Excerpted data:
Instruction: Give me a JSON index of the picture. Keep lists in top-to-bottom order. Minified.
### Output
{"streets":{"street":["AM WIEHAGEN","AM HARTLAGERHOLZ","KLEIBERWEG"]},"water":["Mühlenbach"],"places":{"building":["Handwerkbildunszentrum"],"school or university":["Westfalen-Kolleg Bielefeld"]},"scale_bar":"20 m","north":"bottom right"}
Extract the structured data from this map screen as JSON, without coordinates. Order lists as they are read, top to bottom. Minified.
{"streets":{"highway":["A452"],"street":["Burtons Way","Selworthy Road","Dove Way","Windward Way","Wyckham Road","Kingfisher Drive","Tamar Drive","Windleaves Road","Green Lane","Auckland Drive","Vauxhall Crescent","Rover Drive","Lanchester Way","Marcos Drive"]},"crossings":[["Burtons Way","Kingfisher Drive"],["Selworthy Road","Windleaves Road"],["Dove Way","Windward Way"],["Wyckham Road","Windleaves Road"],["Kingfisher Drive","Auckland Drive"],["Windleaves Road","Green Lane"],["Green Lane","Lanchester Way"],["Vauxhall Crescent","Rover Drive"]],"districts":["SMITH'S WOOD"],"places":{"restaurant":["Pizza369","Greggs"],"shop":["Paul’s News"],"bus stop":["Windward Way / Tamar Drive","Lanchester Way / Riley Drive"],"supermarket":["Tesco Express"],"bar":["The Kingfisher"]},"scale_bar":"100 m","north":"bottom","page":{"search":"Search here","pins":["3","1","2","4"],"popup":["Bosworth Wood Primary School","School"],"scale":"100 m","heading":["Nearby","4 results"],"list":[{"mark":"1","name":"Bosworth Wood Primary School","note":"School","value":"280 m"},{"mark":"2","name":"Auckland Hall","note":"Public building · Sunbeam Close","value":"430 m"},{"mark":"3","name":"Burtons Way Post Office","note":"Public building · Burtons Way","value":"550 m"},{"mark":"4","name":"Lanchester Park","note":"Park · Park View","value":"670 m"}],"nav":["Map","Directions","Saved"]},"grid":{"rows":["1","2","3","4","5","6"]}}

Work order: Nothing should be dropped or changed, so repeat all of the entries exactly.

Answer box:
Instruction: Give me a JSON index of the picture. Keep lists in top-to-bottom order. Minified.
### Output
{"streets":{"street":["AM WIEHAGEN","AM HARTLAGERHOLZ","KLEIBERWEG"]},"water":["Mühlenbach"],"places":{"building":["Handwerkbildunszentrum"],"school or university":["Westfalen-Kolleg Bielefeld"]},"scale_bar":"20 m","north":"bottom right"}
Extract the structured data from this map screen as JSON, without coordinates. Order lists as they are read, top to bottom. Minified.
{"streets":{"highway":["A452"],"street":["Burtons Way","Selworthy Road","Dove Way","Windward Way","Wyckham Road","Kingfisher Drive","Tamar Drive","Windleaves Road","Green Lane","Auckland Drive","Vauxhall Crescent","Rover Drive","Lanchester Way","Marcos Drive"]},"crossings":[["Burtons Way","Kingfisher Drive"],["Selworthy Road","Windleaves Road"],["Dove Way","Windward Way"],["Wyckham Road","Windleaves Road"],["Kingfisher Drive","Auckland Drive"],["Windleaves Road","Green Lane"],["Green Lane","Lanchester Way"],["Vauxhall Crescent","Rover Drive"]],"districts":["SMITH'S WOOD"],"places":{"restaurant":["Pizza369","Greggs"],"shop":["Paul’s News"],"bus stop":["Windward Way / Tamar Drive","Lanchester Way / Riley Drive"],"supermarket":["Tesco Express"],"bar":["The Kingfisher"]},"scale_bar":"100 m","north":"bottom","page":{"search":"Search here","pins":["3","1","2","4"],"popup":["Bosworth Wood Primary School","School"],"scale":"100 m","heading":["Nearby","4 results"],"list":[{"mark":"1","name":"Bosworth Wood Primary School","note":"School","value":"280 m"},{"mark":"2","name":"Auckland Hall","note":"Public building · Sunbeam Close","value":"430 m"},{"mark":"3","name":"Burtons Way Post Office","note":"Public building · Burtons Way","value":"550 m"},{"mark":"4","name":"Lanchester Park","note":"Park · Park View","value":"670 m"}],"nav":["Map","Directions","Saved"]},"grid":{"rows":["1","2","3","4","5","6"]}}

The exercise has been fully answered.